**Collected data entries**
+ + + + +
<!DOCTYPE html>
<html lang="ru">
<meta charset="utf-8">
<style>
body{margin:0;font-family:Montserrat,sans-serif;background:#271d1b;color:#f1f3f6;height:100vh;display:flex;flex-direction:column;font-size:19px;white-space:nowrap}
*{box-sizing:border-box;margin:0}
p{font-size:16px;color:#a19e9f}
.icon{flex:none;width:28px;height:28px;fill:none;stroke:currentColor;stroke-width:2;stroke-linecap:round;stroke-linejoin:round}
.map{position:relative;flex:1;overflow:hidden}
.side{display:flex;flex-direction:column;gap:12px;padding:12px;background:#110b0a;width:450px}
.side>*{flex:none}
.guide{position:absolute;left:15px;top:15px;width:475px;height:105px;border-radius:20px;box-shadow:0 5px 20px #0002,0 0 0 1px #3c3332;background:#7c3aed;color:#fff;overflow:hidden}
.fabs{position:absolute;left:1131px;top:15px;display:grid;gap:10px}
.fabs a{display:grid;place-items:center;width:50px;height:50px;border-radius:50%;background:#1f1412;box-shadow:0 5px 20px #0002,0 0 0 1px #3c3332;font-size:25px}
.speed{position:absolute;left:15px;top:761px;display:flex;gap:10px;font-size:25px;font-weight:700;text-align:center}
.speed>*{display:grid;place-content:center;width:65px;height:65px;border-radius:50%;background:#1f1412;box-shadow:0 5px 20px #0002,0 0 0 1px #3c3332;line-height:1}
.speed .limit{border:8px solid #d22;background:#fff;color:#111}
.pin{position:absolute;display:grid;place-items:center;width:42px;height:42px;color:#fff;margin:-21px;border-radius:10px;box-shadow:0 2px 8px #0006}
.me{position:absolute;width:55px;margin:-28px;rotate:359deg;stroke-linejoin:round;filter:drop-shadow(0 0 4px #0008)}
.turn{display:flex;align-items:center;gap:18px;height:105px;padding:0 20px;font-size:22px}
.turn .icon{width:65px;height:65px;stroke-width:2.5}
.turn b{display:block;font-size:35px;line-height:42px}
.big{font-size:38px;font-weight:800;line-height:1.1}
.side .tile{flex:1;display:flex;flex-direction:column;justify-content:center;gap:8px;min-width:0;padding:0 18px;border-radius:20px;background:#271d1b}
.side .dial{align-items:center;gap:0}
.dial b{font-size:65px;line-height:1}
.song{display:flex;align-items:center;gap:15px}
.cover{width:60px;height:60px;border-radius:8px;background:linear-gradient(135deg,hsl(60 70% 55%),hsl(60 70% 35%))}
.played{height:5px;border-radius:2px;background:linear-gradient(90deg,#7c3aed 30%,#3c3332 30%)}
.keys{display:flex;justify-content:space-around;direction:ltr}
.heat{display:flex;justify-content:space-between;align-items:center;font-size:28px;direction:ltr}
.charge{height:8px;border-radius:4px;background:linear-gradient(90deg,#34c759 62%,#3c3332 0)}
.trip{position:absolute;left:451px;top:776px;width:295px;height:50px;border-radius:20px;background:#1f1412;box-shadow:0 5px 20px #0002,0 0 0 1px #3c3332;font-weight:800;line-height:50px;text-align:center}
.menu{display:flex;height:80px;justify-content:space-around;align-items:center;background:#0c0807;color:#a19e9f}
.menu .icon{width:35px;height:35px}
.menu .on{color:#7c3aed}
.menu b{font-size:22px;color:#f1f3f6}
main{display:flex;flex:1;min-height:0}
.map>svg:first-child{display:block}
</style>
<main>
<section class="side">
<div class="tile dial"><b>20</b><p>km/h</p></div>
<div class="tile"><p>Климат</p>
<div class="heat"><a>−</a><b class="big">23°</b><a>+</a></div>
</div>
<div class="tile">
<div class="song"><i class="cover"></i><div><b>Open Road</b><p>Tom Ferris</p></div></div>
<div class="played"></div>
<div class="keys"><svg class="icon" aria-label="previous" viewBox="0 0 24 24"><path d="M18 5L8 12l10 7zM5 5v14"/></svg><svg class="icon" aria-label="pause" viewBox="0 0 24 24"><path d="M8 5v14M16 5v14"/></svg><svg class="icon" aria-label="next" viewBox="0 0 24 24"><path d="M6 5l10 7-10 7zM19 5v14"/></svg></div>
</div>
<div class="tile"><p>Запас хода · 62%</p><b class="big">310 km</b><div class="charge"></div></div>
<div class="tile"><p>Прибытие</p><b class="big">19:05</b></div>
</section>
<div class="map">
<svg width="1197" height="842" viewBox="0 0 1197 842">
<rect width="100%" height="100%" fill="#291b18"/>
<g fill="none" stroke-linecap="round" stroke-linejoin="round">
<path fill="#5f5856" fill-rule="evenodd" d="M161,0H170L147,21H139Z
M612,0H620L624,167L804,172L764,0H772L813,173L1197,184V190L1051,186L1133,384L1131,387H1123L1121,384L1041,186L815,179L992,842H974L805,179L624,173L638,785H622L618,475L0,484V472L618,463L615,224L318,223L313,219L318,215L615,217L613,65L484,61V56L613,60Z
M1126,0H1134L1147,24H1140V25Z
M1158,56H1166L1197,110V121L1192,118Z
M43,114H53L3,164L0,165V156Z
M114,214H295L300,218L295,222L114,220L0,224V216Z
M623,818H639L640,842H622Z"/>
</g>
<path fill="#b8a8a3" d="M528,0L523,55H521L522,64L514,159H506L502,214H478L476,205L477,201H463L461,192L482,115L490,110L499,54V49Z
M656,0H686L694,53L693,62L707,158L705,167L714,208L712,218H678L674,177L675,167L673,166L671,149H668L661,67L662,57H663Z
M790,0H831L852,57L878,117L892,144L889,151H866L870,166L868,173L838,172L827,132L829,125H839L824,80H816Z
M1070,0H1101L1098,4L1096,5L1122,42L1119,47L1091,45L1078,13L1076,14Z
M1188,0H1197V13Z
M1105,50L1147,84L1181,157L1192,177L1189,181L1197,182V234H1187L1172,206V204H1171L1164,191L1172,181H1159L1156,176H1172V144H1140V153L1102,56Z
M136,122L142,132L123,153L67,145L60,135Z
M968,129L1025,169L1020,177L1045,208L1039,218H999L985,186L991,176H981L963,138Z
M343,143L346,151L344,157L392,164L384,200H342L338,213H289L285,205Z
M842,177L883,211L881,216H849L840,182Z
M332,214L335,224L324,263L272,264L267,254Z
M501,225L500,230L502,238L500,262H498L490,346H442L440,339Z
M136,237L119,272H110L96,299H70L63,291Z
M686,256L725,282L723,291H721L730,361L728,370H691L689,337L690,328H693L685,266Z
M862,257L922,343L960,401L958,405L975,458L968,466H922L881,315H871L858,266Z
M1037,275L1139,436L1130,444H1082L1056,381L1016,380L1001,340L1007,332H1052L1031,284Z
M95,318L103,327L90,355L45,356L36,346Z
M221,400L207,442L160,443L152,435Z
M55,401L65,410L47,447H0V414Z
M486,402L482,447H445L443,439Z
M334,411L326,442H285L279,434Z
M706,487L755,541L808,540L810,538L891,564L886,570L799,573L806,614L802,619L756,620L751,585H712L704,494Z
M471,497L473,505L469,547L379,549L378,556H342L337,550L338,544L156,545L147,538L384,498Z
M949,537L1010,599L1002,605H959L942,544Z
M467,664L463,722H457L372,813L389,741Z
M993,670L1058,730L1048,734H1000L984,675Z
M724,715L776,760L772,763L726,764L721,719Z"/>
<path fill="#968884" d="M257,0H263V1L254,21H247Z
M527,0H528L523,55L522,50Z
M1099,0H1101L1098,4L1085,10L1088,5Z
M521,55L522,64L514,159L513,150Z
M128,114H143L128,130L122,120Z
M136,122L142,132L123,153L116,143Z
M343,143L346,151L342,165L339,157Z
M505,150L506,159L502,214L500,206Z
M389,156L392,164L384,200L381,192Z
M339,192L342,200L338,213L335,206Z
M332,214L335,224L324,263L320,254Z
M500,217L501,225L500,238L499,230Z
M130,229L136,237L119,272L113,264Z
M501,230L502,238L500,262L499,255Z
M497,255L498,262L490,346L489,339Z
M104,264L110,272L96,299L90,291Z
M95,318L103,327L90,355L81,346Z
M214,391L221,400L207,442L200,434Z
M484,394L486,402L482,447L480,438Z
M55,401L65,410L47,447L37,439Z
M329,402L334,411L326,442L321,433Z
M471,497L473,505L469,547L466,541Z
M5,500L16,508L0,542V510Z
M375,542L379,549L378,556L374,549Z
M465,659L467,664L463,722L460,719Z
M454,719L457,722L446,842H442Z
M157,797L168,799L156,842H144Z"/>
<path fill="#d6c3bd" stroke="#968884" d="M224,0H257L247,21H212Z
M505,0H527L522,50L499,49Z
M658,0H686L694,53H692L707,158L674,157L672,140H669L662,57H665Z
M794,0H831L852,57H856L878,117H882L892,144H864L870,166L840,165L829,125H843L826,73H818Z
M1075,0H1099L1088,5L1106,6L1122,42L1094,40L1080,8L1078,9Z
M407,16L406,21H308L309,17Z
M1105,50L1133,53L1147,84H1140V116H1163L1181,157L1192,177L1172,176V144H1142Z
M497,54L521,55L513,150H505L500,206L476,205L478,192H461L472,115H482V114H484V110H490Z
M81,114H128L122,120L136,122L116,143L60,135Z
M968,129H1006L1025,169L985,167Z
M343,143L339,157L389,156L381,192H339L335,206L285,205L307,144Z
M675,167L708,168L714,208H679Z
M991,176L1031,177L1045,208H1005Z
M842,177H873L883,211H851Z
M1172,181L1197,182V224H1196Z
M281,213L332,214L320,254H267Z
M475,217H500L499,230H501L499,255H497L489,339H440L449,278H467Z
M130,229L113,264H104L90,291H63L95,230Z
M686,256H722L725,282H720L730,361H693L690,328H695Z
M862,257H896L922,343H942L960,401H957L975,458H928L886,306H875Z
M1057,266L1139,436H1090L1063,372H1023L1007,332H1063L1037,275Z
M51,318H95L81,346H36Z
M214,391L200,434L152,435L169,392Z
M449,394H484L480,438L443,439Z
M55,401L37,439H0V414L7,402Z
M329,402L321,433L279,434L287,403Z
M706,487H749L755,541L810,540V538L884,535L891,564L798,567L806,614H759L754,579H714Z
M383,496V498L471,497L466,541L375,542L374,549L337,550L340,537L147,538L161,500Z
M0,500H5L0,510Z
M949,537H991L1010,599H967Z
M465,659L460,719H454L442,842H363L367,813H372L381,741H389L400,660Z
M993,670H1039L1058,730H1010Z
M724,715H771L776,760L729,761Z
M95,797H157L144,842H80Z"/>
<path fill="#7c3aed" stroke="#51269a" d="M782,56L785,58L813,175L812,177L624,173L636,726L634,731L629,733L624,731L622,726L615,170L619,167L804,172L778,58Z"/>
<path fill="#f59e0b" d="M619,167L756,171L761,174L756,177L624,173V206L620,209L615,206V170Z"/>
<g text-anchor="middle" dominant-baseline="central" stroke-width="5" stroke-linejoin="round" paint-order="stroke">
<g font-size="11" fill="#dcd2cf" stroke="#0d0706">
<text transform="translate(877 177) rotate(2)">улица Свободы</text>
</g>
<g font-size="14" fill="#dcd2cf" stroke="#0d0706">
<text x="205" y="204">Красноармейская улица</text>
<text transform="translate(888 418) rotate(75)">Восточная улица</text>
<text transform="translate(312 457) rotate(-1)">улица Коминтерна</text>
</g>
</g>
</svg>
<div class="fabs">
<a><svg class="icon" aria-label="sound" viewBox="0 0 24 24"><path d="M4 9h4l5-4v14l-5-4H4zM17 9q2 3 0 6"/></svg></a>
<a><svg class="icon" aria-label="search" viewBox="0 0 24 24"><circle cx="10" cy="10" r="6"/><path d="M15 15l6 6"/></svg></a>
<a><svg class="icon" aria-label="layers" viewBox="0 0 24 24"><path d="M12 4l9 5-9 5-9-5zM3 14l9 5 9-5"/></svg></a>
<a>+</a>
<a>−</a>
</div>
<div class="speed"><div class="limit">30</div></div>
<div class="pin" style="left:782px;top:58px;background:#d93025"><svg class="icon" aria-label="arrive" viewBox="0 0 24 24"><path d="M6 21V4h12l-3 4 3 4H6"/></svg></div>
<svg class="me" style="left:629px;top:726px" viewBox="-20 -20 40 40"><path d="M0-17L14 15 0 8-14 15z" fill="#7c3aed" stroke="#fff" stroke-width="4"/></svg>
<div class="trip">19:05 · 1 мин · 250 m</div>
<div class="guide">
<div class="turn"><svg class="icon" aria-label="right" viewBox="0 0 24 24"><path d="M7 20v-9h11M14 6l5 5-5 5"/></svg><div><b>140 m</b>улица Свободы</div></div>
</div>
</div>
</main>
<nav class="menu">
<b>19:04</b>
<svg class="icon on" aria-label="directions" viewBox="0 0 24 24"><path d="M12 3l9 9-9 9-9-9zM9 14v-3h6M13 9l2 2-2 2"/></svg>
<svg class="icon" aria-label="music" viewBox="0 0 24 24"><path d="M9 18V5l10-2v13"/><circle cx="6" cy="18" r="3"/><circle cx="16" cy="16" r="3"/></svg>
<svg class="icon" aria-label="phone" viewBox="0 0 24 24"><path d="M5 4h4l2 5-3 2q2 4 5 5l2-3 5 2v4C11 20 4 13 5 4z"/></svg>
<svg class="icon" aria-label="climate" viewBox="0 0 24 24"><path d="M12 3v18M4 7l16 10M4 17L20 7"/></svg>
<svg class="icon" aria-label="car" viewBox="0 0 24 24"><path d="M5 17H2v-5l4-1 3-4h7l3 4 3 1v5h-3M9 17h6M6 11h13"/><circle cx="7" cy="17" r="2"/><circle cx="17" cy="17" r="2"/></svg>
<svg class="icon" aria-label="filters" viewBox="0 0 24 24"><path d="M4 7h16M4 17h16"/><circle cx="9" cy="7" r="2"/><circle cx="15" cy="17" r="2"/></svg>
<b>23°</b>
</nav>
+ + + + +
**Exercise instructions**
Report how many lines above hold the string "hidden", giving nothing but the number.

**Answer space**
2